Only an exact copy of the records, from the line with "20V5M6 11l6-6 6" through the last line, is wanted.

######

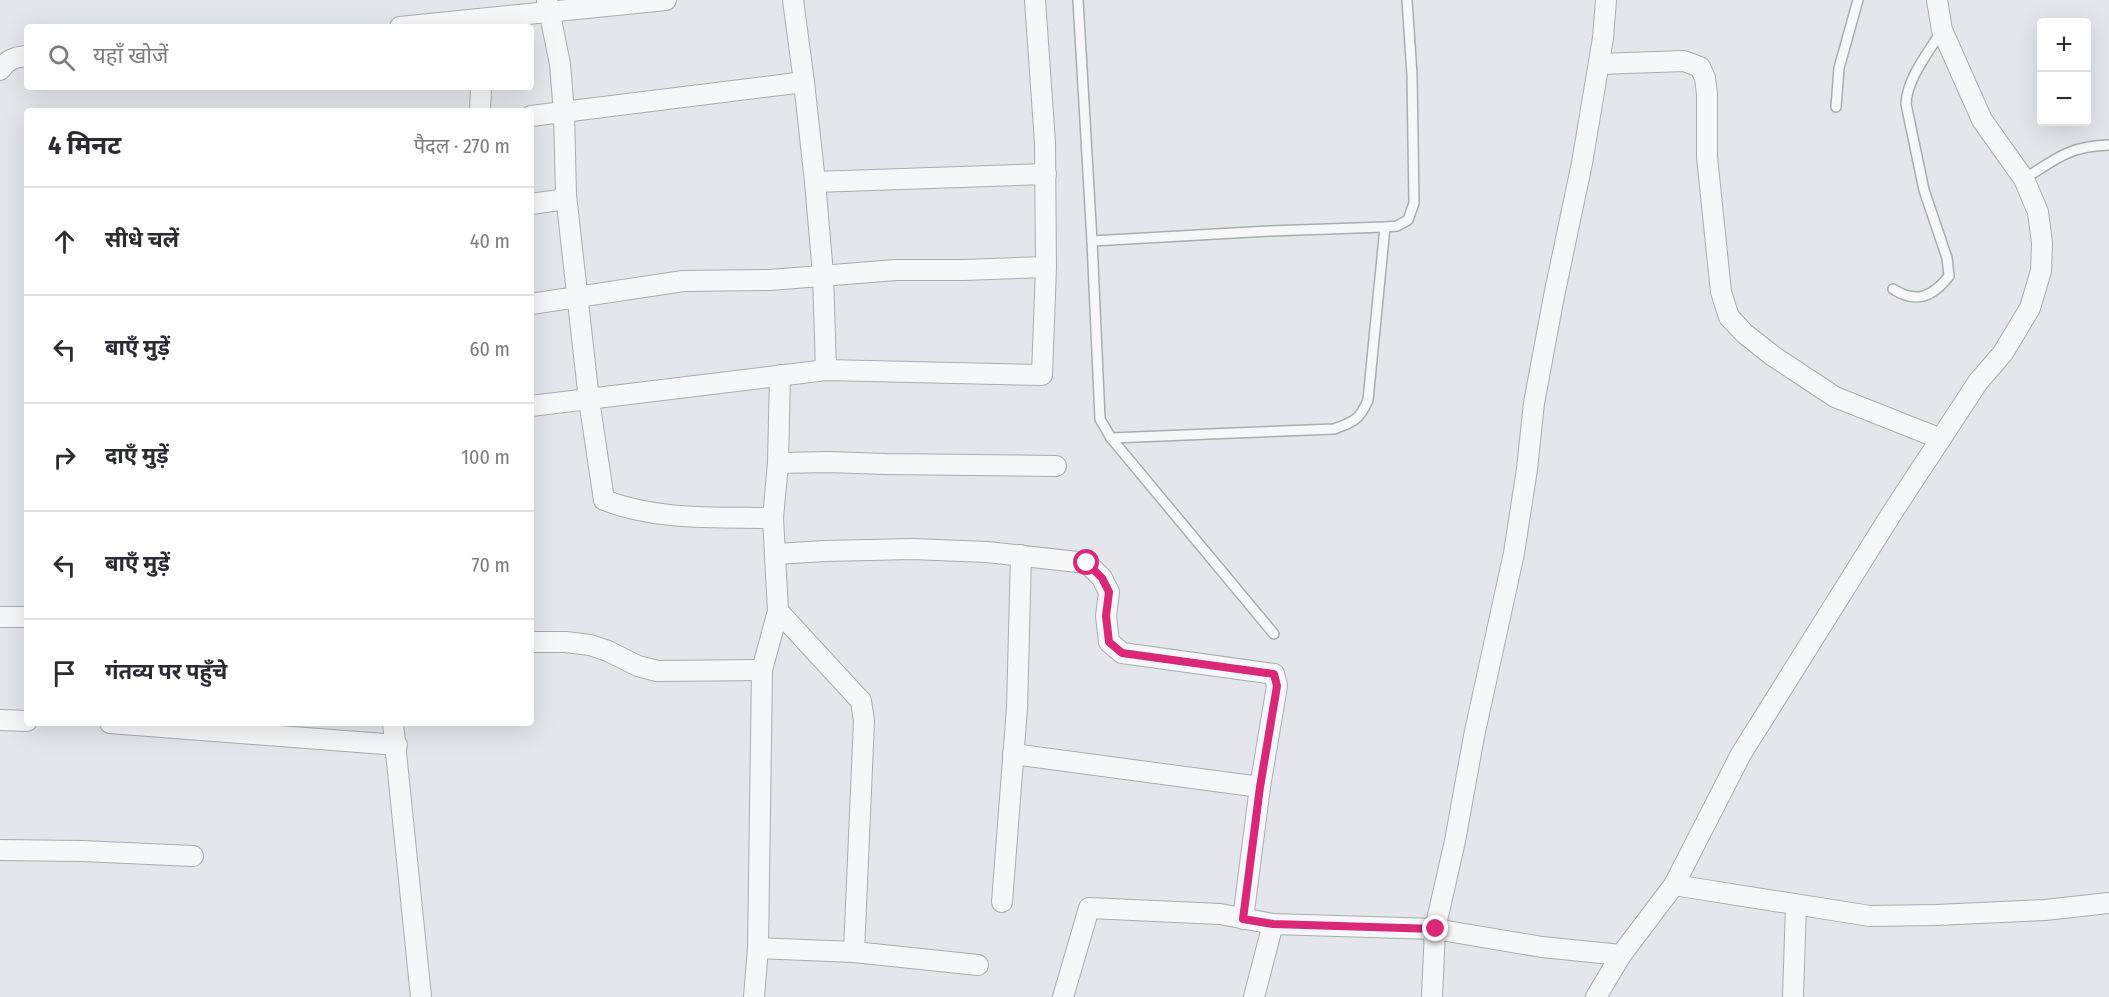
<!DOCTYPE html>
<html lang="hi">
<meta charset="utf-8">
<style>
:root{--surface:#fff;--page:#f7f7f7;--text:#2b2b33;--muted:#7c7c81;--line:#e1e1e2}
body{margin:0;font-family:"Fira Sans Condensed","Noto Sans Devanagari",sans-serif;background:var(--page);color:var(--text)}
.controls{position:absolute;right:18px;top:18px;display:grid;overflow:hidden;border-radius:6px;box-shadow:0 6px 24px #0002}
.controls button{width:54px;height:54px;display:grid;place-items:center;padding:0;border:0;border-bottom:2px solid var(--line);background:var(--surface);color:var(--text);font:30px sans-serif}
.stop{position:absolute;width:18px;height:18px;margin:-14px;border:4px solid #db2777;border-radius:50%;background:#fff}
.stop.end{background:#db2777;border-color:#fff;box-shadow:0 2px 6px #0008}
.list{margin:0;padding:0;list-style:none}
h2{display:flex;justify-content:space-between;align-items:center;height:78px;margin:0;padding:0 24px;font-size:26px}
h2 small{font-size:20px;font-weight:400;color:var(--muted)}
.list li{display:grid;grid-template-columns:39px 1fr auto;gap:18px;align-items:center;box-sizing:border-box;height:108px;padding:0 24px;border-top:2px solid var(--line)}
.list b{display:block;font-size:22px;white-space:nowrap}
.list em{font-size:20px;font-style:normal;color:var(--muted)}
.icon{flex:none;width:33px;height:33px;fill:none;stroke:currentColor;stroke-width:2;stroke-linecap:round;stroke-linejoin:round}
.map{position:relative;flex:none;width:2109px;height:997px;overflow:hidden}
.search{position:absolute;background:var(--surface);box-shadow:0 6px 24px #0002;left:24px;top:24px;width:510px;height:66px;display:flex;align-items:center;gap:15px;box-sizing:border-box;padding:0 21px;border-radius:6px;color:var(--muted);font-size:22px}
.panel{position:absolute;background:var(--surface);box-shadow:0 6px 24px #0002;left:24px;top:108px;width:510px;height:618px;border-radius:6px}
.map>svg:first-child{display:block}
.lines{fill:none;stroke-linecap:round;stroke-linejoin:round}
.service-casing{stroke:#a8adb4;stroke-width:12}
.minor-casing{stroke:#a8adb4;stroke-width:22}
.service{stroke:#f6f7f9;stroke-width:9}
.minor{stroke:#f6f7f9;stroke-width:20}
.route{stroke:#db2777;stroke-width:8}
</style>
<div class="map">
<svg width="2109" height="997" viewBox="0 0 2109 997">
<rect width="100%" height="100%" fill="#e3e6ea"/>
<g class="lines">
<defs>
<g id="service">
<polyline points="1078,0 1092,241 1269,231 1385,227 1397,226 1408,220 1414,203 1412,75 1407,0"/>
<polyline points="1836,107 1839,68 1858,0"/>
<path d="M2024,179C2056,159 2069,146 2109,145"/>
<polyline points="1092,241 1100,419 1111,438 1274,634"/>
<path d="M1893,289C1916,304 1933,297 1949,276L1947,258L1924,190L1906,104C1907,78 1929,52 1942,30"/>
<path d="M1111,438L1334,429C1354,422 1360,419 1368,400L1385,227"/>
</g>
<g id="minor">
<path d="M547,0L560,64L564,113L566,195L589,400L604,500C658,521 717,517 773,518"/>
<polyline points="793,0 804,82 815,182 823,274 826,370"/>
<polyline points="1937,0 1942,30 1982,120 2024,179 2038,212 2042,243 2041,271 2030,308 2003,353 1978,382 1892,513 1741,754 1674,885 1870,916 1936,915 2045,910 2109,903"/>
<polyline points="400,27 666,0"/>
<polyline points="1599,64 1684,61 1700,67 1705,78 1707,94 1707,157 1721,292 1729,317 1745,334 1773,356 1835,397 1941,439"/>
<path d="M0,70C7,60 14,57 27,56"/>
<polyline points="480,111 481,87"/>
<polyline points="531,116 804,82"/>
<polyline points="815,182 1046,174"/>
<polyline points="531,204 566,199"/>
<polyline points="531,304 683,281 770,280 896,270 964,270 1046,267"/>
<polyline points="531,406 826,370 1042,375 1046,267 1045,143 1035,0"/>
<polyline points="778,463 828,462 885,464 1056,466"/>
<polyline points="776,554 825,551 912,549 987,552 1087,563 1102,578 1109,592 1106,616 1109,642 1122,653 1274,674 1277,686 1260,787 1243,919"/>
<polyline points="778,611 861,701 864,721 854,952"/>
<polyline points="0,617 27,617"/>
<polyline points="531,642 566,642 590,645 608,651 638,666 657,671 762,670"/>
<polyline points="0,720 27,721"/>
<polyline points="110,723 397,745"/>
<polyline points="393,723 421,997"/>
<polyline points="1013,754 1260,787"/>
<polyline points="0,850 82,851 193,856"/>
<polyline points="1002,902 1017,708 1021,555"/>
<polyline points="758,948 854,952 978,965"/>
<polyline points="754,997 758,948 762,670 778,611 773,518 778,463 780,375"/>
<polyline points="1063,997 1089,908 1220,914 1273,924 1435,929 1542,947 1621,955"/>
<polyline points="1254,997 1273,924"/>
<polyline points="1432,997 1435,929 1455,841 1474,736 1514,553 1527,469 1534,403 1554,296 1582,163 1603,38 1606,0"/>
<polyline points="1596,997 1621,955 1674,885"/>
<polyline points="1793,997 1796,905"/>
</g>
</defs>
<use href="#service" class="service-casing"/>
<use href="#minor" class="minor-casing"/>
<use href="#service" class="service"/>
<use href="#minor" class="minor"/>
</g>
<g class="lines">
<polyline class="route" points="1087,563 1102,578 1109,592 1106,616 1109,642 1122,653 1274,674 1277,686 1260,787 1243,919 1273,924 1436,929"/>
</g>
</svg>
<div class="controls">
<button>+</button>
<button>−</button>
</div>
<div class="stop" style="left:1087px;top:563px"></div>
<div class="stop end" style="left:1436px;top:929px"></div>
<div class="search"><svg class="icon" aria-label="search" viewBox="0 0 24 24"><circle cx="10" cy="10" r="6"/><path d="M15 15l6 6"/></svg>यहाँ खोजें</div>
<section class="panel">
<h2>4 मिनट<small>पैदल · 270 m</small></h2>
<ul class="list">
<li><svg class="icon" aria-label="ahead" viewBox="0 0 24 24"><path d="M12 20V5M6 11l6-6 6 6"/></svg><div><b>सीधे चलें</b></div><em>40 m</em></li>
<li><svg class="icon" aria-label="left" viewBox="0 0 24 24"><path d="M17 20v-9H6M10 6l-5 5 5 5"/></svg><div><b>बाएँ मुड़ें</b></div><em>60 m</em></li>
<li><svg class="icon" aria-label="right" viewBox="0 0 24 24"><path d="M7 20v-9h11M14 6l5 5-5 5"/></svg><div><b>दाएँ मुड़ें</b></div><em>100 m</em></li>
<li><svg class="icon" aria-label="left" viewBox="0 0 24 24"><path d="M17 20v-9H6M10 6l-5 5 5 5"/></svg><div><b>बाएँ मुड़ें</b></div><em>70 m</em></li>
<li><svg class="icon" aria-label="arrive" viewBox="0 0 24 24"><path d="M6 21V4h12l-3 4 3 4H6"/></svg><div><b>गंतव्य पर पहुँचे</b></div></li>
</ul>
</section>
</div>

######

• _Response area_
<li><svg class="icon" aria-label="ahead" viewBox="0 0 24 24"><path d="M12 20V5M6 11l6-6 6 6"/></svg><div><b>सीधे चलें</b></div><em>40 m</em></li>
<li><svg class="icon" aria-label="left" viewBox="0 0 24 24"><path d="M17 20v-9H6M10 6l-5 5 5 5"/></svg><div><b>बाएँ मुड़ें</b></div><em>60 m</em></li>
<li><svg class="icon" aria-label="right" viewBox="0 0 24 24"><path d="M7 20v-9h11M14 6l5 5-5 5"/></svg><div><b>दाएँ मुड़ें</b></div><em>100 m</em></li>
<li><svg class="icon" aria-label="left" viewBox="0 0 24 24"><path d="M17 20v-9H6M10 6l-5 5 5 5"/></svg><div><b>बाएँ मुड़ें</b></div><em>70 m</em></li>
<li><svg class="icon" aria-label="arrive" viewBox="0 0 24 24"><path d="M6 21V4h12l-3 4 3 4H6"/></svg><div><b>गंतव्य पर पहुँचे</b></div></li>
</ul>
</section>
</div>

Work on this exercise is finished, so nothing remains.